Kirk Cameron is here. Today. This weekend. It's too late to escape. By the time you read this and can start heading out of town, he'll be Kirking it up all over town. Mostly in Arden Hills, but scientists figure Kirk Cameron's destructive radius can stretch for hundreds of miles. None of us may be safe.

Especially us. I know who reads this. You range from hardcore heathen atheists to surprisingly sane born-agains. And I worry for you. Because this is KIRK FUCKING CAMERON, the star of the "Left Behind" movies, and some of you may think you can just ride Kirk out without taking precautions. And that is a potentially fatal mistake.

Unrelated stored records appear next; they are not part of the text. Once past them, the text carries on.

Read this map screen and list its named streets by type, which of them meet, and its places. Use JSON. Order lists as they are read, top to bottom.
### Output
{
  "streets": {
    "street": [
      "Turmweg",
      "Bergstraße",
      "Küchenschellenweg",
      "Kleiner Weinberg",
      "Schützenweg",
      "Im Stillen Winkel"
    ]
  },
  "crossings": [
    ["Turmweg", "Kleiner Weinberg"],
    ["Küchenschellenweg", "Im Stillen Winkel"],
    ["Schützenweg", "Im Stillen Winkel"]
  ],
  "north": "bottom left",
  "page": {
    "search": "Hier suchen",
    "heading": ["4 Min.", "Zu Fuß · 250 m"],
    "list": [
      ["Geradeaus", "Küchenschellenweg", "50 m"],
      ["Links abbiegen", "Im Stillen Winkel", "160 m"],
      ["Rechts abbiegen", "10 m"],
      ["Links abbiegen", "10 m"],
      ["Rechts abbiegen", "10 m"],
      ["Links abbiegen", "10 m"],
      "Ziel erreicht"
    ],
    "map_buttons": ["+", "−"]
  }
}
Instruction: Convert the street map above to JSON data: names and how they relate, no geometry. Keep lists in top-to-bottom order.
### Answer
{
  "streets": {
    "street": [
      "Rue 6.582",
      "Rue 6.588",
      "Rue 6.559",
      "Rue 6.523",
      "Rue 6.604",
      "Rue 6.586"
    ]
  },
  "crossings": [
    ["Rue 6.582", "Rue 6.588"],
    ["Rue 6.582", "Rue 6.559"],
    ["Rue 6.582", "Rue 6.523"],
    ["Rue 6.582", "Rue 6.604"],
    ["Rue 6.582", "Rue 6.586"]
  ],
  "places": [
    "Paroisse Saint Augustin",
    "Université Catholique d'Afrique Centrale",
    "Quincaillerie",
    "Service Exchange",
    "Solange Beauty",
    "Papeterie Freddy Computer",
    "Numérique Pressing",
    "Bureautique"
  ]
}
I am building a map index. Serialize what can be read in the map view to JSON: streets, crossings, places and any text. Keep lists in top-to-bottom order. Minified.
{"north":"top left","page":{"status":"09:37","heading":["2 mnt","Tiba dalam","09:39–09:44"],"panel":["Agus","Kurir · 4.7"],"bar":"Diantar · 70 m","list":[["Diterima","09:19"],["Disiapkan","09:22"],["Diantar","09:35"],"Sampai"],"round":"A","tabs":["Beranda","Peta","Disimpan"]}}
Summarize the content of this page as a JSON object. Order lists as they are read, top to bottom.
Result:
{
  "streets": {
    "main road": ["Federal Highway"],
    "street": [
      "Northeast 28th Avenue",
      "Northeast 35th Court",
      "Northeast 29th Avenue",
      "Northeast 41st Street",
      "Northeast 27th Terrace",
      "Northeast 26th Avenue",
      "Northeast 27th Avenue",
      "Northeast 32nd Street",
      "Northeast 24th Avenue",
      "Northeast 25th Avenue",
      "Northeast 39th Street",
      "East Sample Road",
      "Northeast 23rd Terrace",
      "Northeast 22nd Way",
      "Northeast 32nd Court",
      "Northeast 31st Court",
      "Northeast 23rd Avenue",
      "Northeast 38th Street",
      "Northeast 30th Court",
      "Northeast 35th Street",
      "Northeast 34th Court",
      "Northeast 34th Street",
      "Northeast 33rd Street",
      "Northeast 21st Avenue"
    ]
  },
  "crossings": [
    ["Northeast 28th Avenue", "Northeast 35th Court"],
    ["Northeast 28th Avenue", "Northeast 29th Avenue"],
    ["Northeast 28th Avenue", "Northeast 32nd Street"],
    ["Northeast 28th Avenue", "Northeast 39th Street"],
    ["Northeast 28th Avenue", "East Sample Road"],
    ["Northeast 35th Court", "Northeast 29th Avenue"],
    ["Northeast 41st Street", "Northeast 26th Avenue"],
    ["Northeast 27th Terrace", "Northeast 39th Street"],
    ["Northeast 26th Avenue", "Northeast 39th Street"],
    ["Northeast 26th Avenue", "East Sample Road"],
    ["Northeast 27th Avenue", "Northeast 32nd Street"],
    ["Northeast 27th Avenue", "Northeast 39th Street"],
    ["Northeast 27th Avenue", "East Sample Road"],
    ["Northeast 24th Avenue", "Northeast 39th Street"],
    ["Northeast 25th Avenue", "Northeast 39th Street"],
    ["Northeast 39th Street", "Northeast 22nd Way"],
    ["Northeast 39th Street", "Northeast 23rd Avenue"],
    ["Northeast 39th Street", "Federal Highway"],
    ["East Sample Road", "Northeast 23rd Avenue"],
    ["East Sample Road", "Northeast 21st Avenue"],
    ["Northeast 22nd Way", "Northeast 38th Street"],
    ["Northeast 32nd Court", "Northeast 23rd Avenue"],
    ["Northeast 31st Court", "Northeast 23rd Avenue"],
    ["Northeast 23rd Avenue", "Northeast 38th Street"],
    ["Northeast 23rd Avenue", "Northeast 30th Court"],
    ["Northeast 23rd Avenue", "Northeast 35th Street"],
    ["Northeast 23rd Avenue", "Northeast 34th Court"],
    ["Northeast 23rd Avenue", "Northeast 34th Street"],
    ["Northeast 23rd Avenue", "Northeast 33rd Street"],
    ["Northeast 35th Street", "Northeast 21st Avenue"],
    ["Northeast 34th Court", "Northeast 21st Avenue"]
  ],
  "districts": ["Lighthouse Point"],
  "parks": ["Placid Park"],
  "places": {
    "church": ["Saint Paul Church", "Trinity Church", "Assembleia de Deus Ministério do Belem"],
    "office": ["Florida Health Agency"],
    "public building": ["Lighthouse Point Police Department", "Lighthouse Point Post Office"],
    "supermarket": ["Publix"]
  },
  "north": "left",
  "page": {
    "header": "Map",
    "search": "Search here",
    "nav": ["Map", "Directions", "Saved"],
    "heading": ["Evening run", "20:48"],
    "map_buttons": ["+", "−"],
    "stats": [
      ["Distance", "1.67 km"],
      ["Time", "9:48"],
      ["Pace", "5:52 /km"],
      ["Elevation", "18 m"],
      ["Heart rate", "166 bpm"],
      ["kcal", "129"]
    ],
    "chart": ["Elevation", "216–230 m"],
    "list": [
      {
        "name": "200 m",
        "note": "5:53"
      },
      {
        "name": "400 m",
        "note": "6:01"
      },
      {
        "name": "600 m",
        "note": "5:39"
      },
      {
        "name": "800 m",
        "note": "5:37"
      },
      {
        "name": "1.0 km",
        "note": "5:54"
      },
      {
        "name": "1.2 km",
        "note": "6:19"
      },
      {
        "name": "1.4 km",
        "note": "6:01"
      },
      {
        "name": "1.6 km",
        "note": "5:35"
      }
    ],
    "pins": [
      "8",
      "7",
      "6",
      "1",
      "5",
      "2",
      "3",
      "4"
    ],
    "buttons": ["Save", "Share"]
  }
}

Kirk is coming here as part of the... actually, looking at their website, it appears from their disclaimer that I'm not supposed to use their legally protected trademark unless it's to promote them, and I'm, um, not doing that. So I'll use the initials WVW, which stand for the Earth, the show Star Jones works on, and the collective term for Saturday and Sunday respectively. The Christian WVW. In which the uberjesusy types descend upon Arden Hills to hear uberuberjesusy types talk about how much us unterjesusy types suck. Thus promoting the Christian WV.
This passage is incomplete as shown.